As the amount of greenhouse gas emissions increases a plan of action has been introduced, know as the "Kyoto Protocol." As of July 2002 seventy-six of earth's one-hundred ninety countries have agreed to cut their emissions under the "Kyoto Protocol." However, only Japan has set some goals, that currently seem unattainable. Many people and businesses are opposed the Kyoto Protocol.

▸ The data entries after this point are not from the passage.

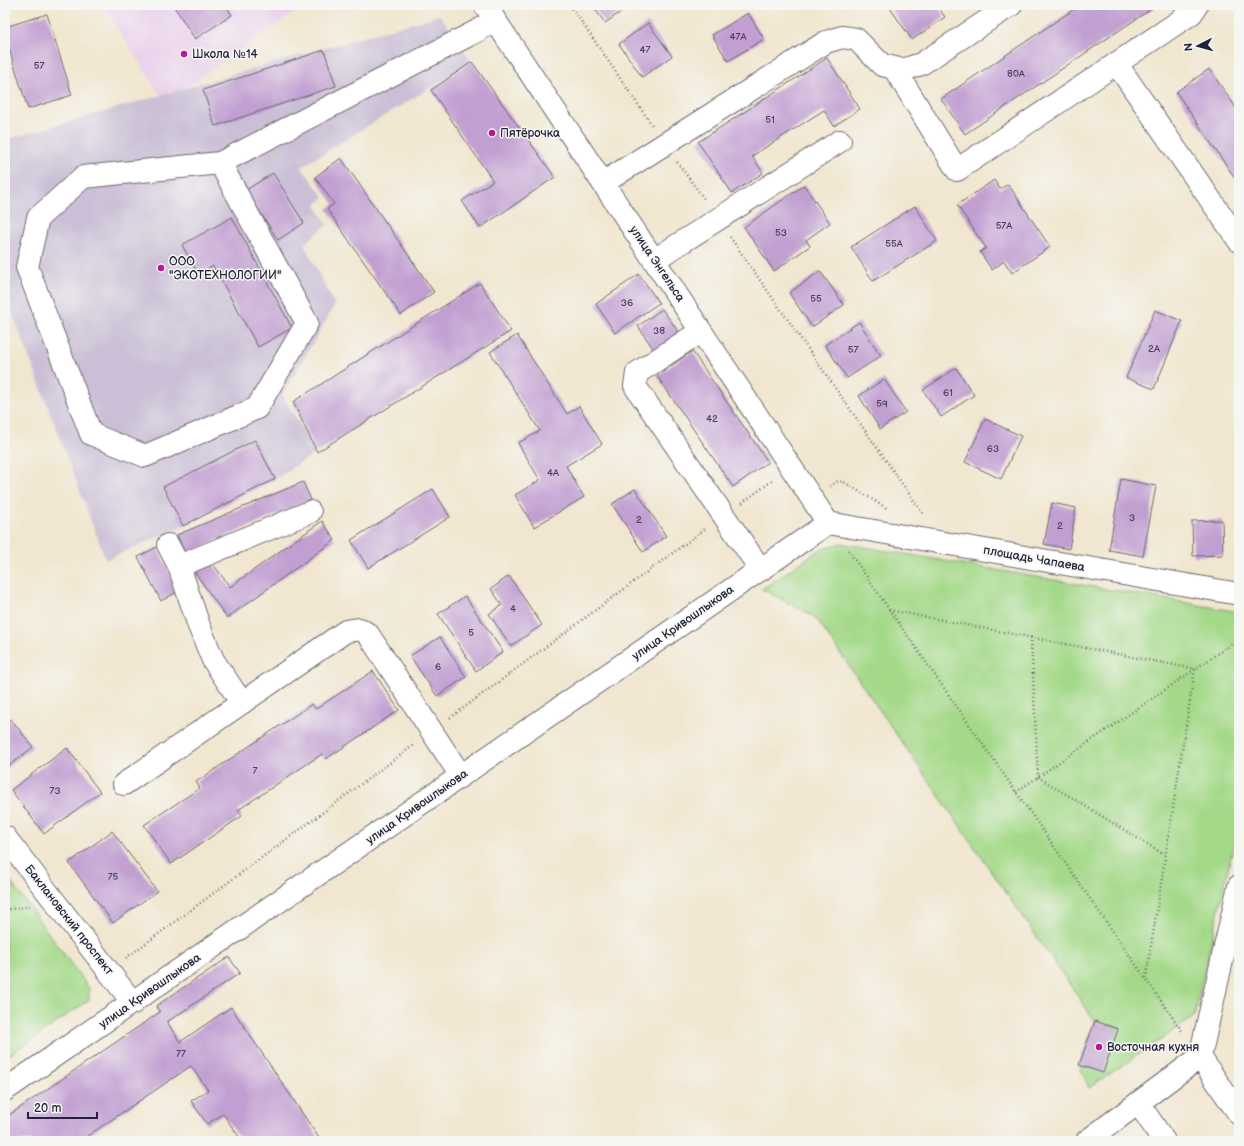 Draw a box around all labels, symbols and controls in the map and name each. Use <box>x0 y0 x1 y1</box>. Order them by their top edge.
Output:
north arrow <box>1178 26 1218 66</box>
house number: 47А <box>729 31 747 43</box>
text: N <box>1182 42 1195 52</box>
house number: 47 <box>639 44 651 56</box>
place label: Школа №14 <box>192 47 259 62</box>
marker: Школа №14 <box>179 49 189 59</box>
house number: 57 <box>34 60 44 72</box>
house number: 80А <box>1007 68 1026 80</box>
house number: 51 <box>765 114 775 126</box>
place label: Пятёрочка <box>500 126 560 141</box>
marker: Пятёрочка <box>487 128 497 138</box>
house number: 57А <box>996 220 1013 232</box>
street label: улица Энгельса <box>626 223 688 305</box>
house number: 53 <box>775 227 787 239</box>
house number: 55А <box>885 238 904 250</box>
place label: ООО "ЭКОТЕХНОЛОГИИ" <box>169 254 281 283</box>
marker: ООО "ЭКОТЕХНОЛОГИИ" <box>156 263 166 273</box>
house number: 55 <box>810 293 822 305</box>
house number: 36 <box>621 297 633 309</box>
house number: 38 <box>653 325 665 337</box>
house number: 2А <box>1148 343 1161 355</box>
house number: 57 <box>848 344 858 356</box>
house number: 61 <box>943 387 953 399</box>
house number: 59 <box>876 398 888 410</box>
house number: 42 <box>706 413 718 425</box>
house number: 63 <box>987 443 999 455</box>
house number: 4А <box>547 467 560 479</box>
house number: 3 <box>1129 512 1135 524</box>
house number: 2 <box>636 514 642 526</box>
house number: 2 <box>1057 520 1063 532</box>
street label: площадь Чапаева <box>982 543 1086 575</box>
street label: улица Кривошлыкова <box>629 582 737 664</box>
house number: 4 <box>510 603 516 615</box>
house number: 5 <box>468 627 474 639</box>
house number: 6 <box>435 661 441 673</box>
house number: 7 <box>253 765 258 777</box>
street label: улица Кривошлыкова <box>363 766 471 848</box>
house number: 73 <box>49 785 61 797</box>
street label: Баклановский проспект <box>21 862 117 978</box>
house number: 75 <box>108 871 119 883</box>
street label: улица Кривошлыкова <box>96 950 204 1032</box>
place label: Восточная кухня <box>1107 1040 1200 1055</box>
marker: Восточная кухня <box>1094 1042 1104 1052</box>
house number: 77 <box>176 1048 186 1060</box>
scale bar <box>28 1094 97 1120</box>
text: 20 m <box>34 1101 61 1116</box> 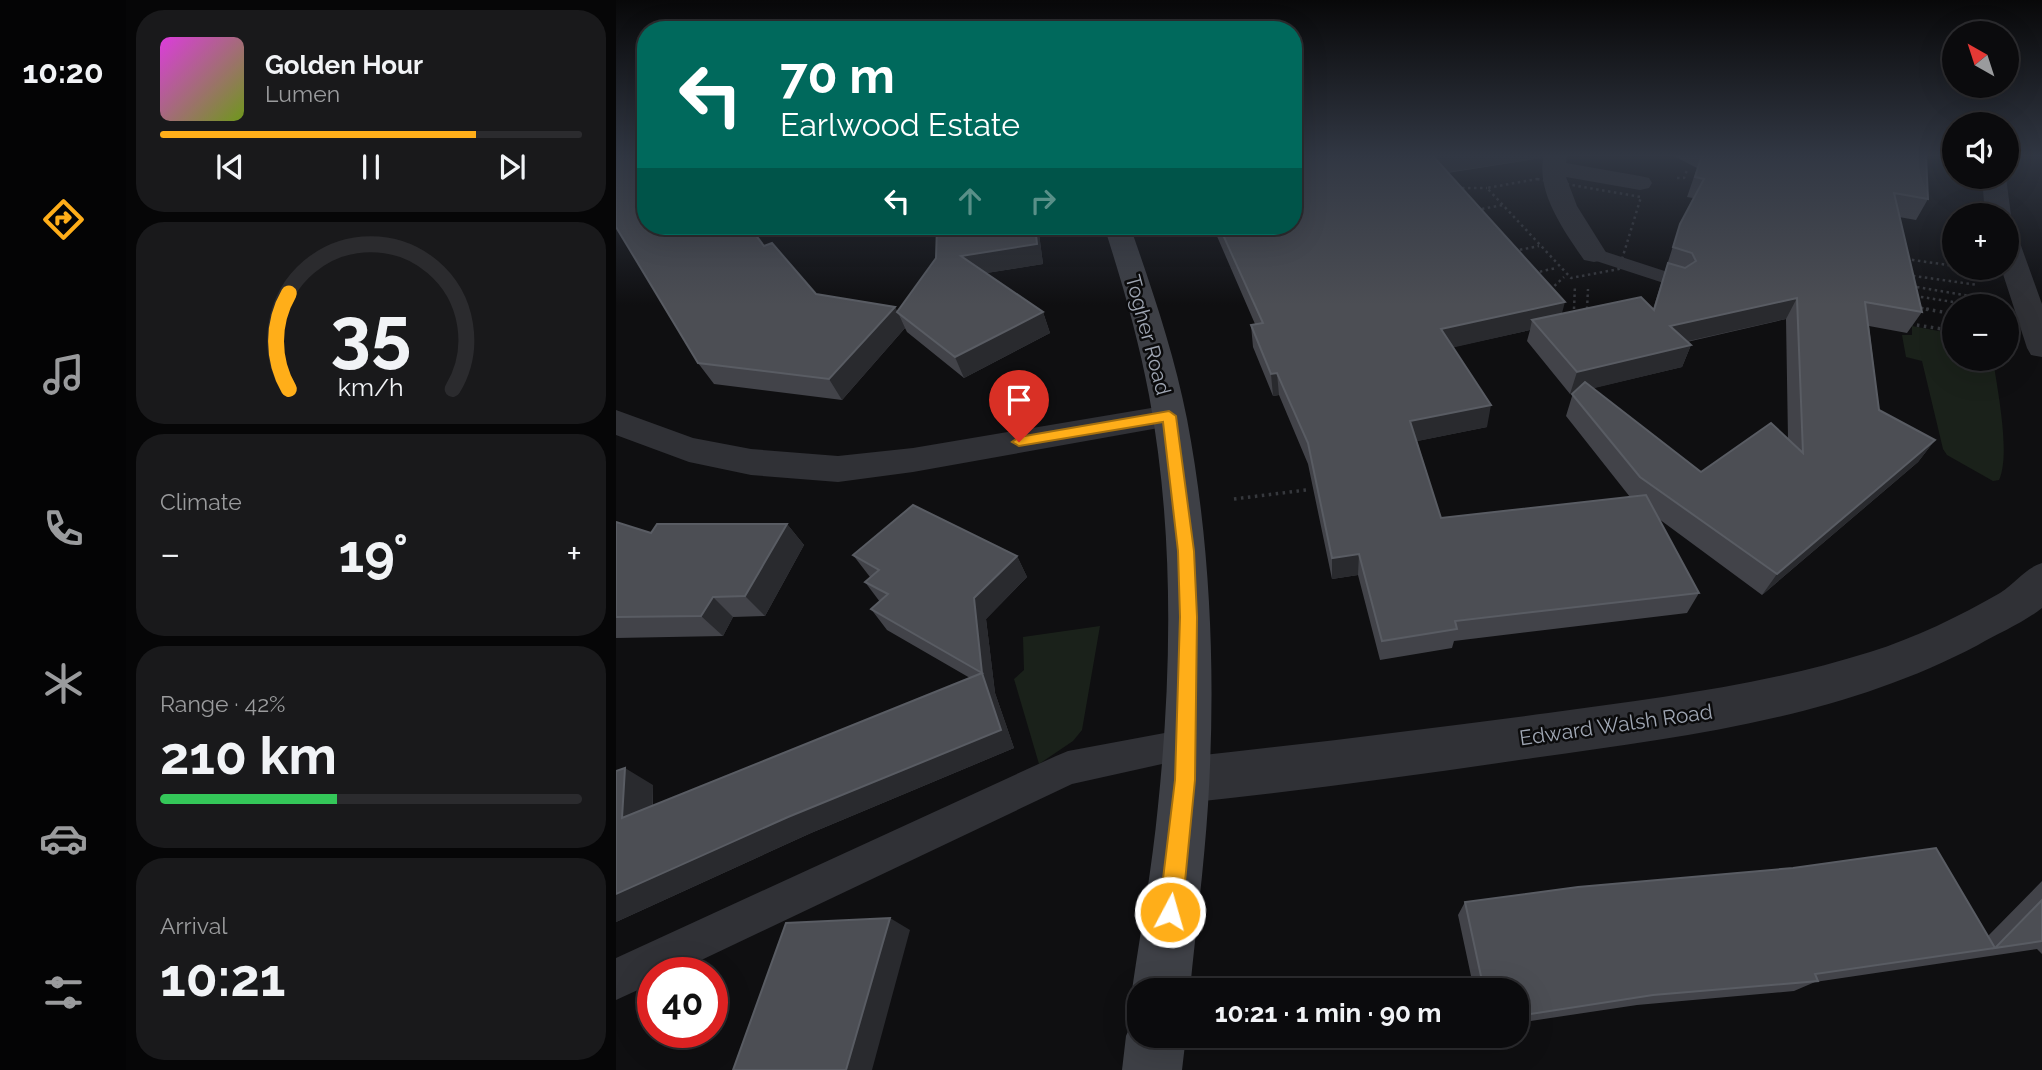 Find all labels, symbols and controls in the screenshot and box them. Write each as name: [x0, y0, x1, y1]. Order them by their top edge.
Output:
north arrow: [1942, 21, 2020, 98]
map controls: [1942, 21, 2019, 371]
text: 70 m: [780, 47, 895, 104]
icon: left: [665, 49, 756, 140]
text: Golden Hour: [265, 50, 423, 80]
text: 10:20: [22, 53, 104, 90]
text: Lumen: [265, 80, 340, 107]
text: Earlwood Estate: [780, 106, 1020, 143]
button: sound: [1942, 112, 2019, 189]
icon: previous: [211, 148, 249, 186]
icon: pause: [352, 148, 390, 186]
icon: next: [493, 148, 531, 186]
icon: left: [878, 182, 916, 220]
icon: ahead: [951, 182, 989, 220]
icon: right: [1024, 182, 1062, 220]
icon: directions: [39, 195, 88, 244]
button: +: [1942, 203, 2019, 280]
street label: Togher Road: [1120, 272, 1176, 398]
text: 35: [331, 291, 411, 376]
button: −: [1942, 294, 2019, 371]
icon: music: [39, 350, 88, 399]
pin: [989, 370, 1049, 442]
text: km/h: [338, 372, 404, 402]
icon: arrive: [1000, 381, 1038, 419]
text: Climate: [160, 488, 242, 515]
icon: phone: [39, 504, 88, 553]
text: 19°: [339, 523, 408, 584]
text: −: [160, 531, 180, 576]
text: +: [566, 531, 582, 576]
icon: climate: [39, 659, 88, 708]
text: Range · 42%: [160, 690, 286, 717]
street label: Edward Walsh Road: [1518, 699, 1714, 750]
text: 210 km: [160, 725, 337, 786]
icon: car: [39, 814, 88, 863]
position arrow: [1133, 875, 1207, 949]
text: Arrival: [160, 912, 227, 939]
text: 10:21: [160, 947, 285, 1008]
speed limit sign: 40: [637, 957, 728, 1048]
icon: filters: [39, 968, 88, 1017]
text: 10:21 · 1 min · 90 m: [1215, 998, 1441, 1028]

Climate change is a serious, global, long-term issue that must be addressed immediately. Everyone must do their part to have a discernable impact on the decrease of greenhouse gasses (GHG) around the world. Many fear that Alberta has much to lose, economically. Albertans have much to lose if emissions are forced to be cut, many businesses will be forced to find new and expensive ways to produce or refine their products which will raise the cost to Albertans and people around the world. Or if they cannot meet the requirements of Kyoto or any other plan they may be forced to close down completely putting many people out of Jobs. If Alberta chooses to accept the terms of "Kyoto or the Alberta Climate Change Plan," The cost for such commodities such as electricity, water, gasoline, and natural gas, could increase by almost 40% by 2002. With the cost of living already on the rise and with even more expected. many Canadians, especially young Canadians that are paying off student loans. With such a small job market these protocol's threaten the job market even further, and most will not be able to afford survive.

However according to Accu-Weather, the world's leading commercial forecaster, "global air temperature's as measured by land-based weather stations only show an increase of O.45 degrees Celsius over the past century. This may be nothing more than normal climatic variation. Satellite data indicate a slight cooling in the climate in the last 18 years. These satellites use advanced technology and are not subject to the "heat island" effect around major cities that alters ground-based thermometers.

Projections of future climate changes are uncertain. Although some computer models predict warming in the next century, these models are very limited. The effects of cloud formations, precipitation, the role of the oceans, or the sun, are still not well known and often inadequately represented in the climate models --- although all play a major role in determining our climate. Scientists who work on these models are quick to point out that they are far from perfect representations of reality, and are probably not advanced enough for direct use in policy implementation.